Le maire a une tout autre lecture de la situation. Lors d’une entrevue avec Le Soleil visant à «démêler le vrai du faux», Gilles Lehouillier a estimé qu’il s’agissait d’un «faux problème». «M. Bonin n’a ni plus ni moins d’informations que les autres élus, assure-t-il. Je pense que c’est du vent. Ça ne vaut pas cher, et je pense qu’il fait fausse route».  

Celui qui dirige Lévis depuis 2013 jure n’avoir «aucun problème» avec l’arrivée d’un parti d’opposition. Il rappelle qu’il a lui-même dirigé l’opposition lévisienne au tournant des années 2000, alors que Jean Garon était à la tête de la Ville. «Je suis tout à fait disposé à vivre avec une opposition. Si M. Bonin m’appelle, je vais répondre», a promis Gilles Lehouillier. «Je suis très prodémocratique, très protransparence.»

Quant à une présumée «absence de réflexe démocratique», le maire de Lévis n’y souscrit pas du tout. «Vous savez, on est une des villes du Québec qui consulte le plus», a insisté M. Lehouillier. 
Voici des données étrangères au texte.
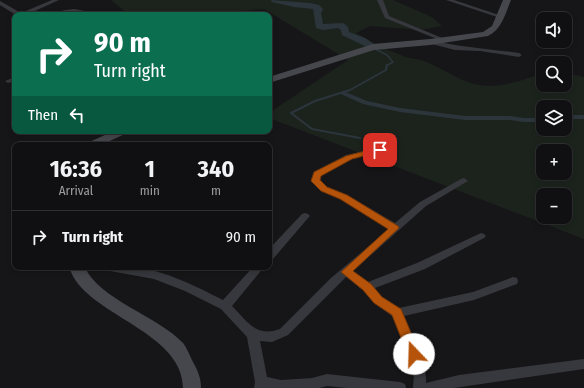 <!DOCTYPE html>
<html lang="en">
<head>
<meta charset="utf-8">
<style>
	body { margin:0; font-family:"Fira Sans Condensed",sans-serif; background:#19191b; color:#f1f3f6; height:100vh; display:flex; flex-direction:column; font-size:15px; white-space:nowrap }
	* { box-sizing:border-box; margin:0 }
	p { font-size:13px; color:#9c9d9f }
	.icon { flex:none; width:22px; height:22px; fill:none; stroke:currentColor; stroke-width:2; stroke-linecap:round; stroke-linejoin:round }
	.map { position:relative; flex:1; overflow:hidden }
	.sheet { position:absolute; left:12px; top:142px; width:260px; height:128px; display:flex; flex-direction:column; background:#101012; border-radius:8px; box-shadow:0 2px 6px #0003,0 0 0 1px #303032 }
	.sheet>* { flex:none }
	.guide { position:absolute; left:12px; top:12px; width:260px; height:122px; border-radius:8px; box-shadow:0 2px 6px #0003,0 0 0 1px #303032; background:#0b6e4f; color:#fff; overflow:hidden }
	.fabs { position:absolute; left:536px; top:12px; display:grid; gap:8px }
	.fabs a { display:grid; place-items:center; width:36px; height:36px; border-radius:8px; background:#101012; box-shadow:0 2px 6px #0003,0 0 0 1px #303032; font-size:20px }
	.pin { position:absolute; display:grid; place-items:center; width:34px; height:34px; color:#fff; margin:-17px; border-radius:8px; box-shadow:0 2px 6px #0006 }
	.me { position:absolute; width:44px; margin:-22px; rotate:339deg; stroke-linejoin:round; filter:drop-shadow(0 0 3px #0008) }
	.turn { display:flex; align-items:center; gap:14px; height:84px; padding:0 16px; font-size:18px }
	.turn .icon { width:52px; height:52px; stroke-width:2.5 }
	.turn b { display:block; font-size:28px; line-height:34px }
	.then { display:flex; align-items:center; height:38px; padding:0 16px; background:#0003; gap:8px; font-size:15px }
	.eta { display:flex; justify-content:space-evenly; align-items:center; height:68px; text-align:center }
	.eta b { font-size:24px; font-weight:700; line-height:28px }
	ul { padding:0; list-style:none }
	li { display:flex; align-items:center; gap:12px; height:52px; padding:0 16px; border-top:1px solid #303032 }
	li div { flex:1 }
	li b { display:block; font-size:15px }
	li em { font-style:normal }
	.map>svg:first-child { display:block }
	.green { fill:#1c231d; fill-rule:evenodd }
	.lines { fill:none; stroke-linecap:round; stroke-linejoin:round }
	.stream-far1 { stroke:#2c353c; stroke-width:1.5 }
	.stream { stroke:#2c353c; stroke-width:2 }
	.canal { fill:#2c353c; fill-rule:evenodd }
	.river { fill:#2c353c; fill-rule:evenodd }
	.street { fill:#37383d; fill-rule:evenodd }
	.secondary { fill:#45474d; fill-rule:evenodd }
	.route { fill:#b45309; stroke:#753606 }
</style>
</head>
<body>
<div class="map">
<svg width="584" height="388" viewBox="0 0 584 388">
	<rect width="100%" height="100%" fill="#161618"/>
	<path class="green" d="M111 0H393L432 17 442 26 421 30 370 26 356 33C372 42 388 51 406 57 413 59 420 59 426 62 440 67 452 76 465 81 491 92 518 82 543 73V85H565V73L584 77V239L269 118V113L348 60 264 9 229 12 212 15H129ZM543 107H565V129H543ZM543 151H565V173H543ZM543 195H565V217H543Z"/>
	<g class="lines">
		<path class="stream-far1" d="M373 48 387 55 393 62 386 66"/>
		<path class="stream" d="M360 138 312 129 291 113 315 101 350 90 386 70 387 65"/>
		<g class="canal">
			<path d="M343 91 367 101 400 108 465 116H510L524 118H543V122H524L510 120H465L400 112 363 104 341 94 340 93Z"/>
			<rect x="565" y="115" width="19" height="4"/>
		</g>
		<path class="river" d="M271 0 310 3 319 5 323 9 321 13 323 24 343 23 348 27 349 32 365 38 378 47 373 50 342 35 341 30 338 28 323 30 316 28 313 9 294 7 272 2Z"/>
		<g class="street">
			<path d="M52 0H59L26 15H16L0 5V1L21 13Z"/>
			<path d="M377 0H383L389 16 447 40 442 41 385 18Z"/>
			<path d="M446 0H454L502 16 497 17Z"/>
			<path d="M74 9 85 11 90 15H83L74 12 48 15 65 10Z"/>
			<path d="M430 40C459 47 489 49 519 53L522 55 519 57 480 51 455 50 428 43 427 42Z"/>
			<path d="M15 77V81L8 83 5 81Z"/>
			<path d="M380 148H383L384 150 383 152 352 159 321 175 320 180 327 187 347 195 395 223 420 202 461 179 464 178 468 181 426 206 353 271 368 282 417 263 481 233 484 234 486 236 484 238 425 269 375 288 382 297 399 308 473 292 513 277 517 278 518 281 517 284 474 300 404 316C412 336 427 362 426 383L459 375 584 359V369L454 388H413L414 374 404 344 392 316 374 303 363 290 346 277 288 335 272 342 260 341 267 377 281 380 312 378 327 374 400 382 405 384 406 388H347L327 386 319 388H254L255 382 247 337 221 309 185 291 154 279 110 271 106 270 105 267C114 267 124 266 133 267 165 270 195 286 223 300L253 267H264L232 306C247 321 256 338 280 329L331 278 389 229 341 199 321 191 312 181 314 172 346 155Z"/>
			<path d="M305 213 308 214 310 216 308 218 273 259 269 260V249L302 214Z"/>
		</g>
		<g class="secondary">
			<path d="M503 0H511C505 14 502 29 488 36L430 45 374 50 269 83V77L373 44 430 39 483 32 492 26Z"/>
			<path d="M114 131H129L127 133 101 145H85L87 143Z"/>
			<path d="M69 267H85C97 298 159 317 183 343 187 348 190 356 193 362 198 371 201 378 201 388H183C183 336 102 318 76 281 73 277 71 272 69 267Z"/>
		</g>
	</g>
	<path class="route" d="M380 147 383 148V151L352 159 321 176 320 180 327 187 347 195 398 226 399 228 353 271 371 284 382 297 401 309 420 354 418 358 414 359 409 358 392 315 374 303 363 290 341 272 388 229 340 199 321 191 311 181 314 172 346 156Z"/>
</svg>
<div class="fabs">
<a><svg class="icon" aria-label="sound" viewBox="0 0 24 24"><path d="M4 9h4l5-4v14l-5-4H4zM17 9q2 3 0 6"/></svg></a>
<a><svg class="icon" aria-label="search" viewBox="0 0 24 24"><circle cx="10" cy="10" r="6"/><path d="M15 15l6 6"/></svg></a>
<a><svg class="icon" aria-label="layers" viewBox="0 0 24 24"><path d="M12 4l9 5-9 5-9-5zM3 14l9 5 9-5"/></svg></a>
<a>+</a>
<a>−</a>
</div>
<div class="pin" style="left:380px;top:150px;background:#d93025"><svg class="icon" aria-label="arrive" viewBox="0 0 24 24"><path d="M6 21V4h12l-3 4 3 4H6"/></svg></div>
<svg class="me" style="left:414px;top:354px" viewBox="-20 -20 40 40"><circle r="19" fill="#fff"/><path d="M0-13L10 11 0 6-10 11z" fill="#b45309"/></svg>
<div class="guide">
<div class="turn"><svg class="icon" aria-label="right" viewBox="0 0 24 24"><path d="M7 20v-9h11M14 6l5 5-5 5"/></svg><div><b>90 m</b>Turn right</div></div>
<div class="then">Then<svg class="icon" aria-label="left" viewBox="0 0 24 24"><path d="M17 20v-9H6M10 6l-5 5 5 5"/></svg></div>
</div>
<section class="sheet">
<div class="eta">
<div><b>16:36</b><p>Arrival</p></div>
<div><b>1</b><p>min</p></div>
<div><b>340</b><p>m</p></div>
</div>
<ul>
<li><svg class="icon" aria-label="right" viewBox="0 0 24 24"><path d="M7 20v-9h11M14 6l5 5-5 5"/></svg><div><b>Turn right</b></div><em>90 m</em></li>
</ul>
</section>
</div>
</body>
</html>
«M. Bonin est un conseiller aussi important que les quatorze autres, ni plus, ni moins. Et il a les mêmes documents.»

Une sortie à saveur d’élection partielle

La sortie médiatique de Repensons Lévis, qui s’est montré plutôt discret et contenu depuis le dernier scrutin, survient alors que le parti va tenter d’installer un deuxième élu à la table du conseil. 
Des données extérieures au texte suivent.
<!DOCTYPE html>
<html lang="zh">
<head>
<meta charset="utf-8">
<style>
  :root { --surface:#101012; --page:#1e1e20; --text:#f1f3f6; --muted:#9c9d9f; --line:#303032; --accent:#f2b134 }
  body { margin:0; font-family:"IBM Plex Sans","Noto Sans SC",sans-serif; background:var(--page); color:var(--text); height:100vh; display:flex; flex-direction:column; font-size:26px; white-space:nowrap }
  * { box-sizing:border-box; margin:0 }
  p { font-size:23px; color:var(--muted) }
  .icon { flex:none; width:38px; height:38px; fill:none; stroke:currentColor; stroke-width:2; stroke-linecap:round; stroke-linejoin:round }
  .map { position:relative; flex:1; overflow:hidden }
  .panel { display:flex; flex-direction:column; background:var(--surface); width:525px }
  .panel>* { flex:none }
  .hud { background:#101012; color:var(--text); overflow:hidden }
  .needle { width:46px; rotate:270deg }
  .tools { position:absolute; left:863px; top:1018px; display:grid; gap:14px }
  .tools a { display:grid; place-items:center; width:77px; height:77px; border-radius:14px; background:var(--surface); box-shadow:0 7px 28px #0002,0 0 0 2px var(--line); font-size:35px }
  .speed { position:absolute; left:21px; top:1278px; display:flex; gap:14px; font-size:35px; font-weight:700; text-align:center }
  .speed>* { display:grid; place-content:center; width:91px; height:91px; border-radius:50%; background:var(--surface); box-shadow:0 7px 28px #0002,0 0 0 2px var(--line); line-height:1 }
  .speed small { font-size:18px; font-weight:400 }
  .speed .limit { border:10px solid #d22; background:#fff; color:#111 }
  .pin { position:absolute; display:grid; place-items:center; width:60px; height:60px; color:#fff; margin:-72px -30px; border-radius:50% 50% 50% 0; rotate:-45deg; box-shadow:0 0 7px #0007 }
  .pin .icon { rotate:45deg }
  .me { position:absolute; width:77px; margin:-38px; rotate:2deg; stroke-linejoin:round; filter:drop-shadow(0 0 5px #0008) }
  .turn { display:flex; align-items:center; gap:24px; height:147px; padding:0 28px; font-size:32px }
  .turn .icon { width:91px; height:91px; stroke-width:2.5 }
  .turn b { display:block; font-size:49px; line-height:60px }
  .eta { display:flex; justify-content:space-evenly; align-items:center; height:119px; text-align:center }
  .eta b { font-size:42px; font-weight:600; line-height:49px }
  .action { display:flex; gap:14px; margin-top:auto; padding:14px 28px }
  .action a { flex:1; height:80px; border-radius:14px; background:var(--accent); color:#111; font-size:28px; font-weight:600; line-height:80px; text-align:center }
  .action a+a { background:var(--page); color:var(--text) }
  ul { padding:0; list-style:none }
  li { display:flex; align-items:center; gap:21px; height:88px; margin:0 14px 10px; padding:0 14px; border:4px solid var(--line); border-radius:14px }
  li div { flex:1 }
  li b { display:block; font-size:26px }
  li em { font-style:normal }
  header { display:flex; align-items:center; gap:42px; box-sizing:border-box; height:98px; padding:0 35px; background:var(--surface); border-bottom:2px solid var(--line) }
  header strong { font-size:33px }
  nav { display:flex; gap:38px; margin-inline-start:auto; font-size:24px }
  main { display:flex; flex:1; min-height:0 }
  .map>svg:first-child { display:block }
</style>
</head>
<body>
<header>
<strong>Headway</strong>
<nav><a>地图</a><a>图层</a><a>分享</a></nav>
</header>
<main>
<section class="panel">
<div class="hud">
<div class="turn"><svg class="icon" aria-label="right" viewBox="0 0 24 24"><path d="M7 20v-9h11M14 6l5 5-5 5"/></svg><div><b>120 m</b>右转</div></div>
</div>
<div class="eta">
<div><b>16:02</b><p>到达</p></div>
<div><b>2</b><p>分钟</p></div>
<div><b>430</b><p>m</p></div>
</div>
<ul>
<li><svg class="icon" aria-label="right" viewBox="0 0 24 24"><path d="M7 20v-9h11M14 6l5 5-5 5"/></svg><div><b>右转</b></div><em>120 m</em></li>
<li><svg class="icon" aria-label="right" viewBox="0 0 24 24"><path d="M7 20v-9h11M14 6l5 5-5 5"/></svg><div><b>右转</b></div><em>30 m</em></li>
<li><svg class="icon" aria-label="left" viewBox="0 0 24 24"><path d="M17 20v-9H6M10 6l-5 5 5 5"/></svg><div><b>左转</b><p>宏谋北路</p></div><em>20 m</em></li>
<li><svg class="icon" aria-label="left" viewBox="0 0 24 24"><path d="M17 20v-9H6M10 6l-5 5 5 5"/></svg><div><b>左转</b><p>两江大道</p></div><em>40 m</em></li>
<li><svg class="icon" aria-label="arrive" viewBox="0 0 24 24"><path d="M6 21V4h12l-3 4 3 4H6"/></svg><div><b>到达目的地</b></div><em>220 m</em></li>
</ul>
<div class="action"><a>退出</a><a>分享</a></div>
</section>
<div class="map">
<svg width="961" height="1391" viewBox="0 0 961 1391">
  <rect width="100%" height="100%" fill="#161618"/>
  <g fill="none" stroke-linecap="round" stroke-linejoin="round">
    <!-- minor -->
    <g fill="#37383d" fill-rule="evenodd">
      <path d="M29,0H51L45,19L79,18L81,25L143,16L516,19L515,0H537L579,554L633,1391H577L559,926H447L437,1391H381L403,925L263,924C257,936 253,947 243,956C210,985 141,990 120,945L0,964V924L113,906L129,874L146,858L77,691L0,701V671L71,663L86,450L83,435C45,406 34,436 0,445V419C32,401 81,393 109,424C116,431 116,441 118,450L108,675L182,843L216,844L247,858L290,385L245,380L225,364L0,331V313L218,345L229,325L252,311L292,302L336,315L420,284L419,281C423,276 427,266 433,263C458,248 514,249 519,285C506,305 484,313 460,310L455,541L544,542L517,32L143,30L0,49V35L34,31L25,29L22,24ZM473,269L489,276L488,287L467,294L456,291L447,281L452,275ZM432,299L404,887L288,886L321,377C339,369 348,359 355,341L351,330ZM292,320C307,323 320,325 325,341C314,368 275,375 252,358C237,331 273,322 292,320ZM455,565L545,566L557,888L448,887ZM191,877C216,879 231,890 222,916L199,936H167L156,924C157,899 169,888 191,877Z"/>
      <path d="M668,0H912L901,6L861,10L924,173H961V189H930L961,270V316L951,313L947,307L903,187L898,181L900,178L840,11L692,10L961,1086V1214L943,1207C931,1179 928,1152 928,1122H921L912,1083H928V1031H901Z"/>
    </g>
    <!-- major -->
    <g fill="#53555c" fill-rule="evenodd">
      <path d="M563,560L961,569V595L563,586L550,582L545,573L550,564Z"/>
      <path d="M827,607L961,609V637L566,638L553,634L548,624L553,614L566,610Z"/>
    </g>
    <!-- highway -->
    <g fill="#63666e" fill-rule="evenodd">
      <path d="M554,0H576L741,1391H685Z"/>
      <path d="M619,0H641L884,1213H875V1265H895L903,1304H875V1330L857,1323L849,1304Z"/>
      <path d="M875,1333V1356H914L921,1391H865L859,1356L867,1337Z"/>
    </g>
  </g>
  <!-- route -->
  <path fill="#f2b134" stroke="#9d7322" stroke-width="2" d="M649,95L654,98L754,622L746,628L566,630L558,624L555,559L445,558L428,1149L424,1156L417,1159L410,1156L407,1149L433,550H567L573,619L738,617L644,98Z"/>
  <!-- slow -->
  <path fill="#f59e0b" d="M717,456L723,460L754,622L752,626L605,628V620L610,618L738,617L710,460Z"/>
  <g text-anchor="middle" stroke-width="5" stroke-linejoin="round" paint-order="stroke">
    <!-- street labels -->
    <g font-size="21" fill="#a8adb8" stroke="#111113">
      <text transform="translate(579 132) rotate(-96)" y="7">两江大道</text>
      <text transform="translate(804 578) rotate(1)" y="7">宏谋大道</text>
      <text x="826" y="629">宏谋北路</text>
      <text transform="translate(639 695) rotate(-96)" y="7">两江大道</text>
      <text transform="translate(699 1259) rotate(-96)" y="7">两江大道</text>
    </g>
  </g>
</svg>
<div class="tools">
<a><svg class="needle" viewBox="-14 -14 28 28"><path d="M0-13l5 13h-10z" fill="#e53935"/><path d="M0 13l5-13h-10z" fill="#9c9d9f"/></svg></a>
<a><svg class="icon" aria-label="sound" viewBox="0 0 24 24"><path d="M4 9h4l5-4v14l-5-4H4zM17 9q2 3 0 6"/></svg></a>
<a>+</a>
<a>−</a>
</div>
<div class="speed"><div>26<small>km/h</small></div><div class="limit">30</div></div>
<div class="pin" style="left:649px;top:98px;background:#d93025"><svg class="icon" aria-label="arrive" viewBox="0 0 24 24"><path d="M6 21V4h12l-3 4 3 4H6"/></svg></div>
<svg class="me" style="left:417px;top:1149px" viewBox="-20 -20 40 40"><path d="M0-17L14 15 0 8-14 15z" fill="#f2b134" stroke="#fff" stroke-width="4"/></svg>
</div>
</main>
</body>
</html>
Le maire Lehouillier trace un lien direct entre le scrutin à venir et la sortie de l’opposition. «On sort les épouvantails parce qu’il y a une campagne électorale qui arrive, analyse-t-il. [M. Bonin et Repensons Lévis] ont voulu faire du bruit. C’est la seule chose que je peux décoder.»

En février, les électeurs du district Christ-Roi seront appelés aux urnes à la suite de la démission de la conseillère André Kronstrom, qui était dans l’équipe du maire. Et si l’opposition n’a pas encore désigné de candidat, elle est bien déterminée à ravir le siège. 

Si Repensons Lévis remporte le scrutin à venir, ses représentants pourront forcer le vote sur leurs propositions lors des conseils municipaux, imposant aux élus de Lévis Force 10 de se positionner publiquement. 

«J’appelle tous les gens de Christ-Roi à comprendre que les débats peuvent avoir lieu publiquement ici à Lévis, a plaidé Serge Bonin. C’est un pas majeur pour la démocratie d’avoir une deuxième voix qui vient amener un autre point de vue.» 

Dans ce contexte, le conseiller municipal a reconnu que la sortie avait des visées politiques. «La joute politique, elle existe. Je ne m’en cache pas. Aujourd’hui, il y a une conférence de presse : c’est une joute politique, a-t-il convenu. [Mais] je ne juge pas les gens, je juge les comportements [qui] ne sont pas inclusifs», a-t-il conclu.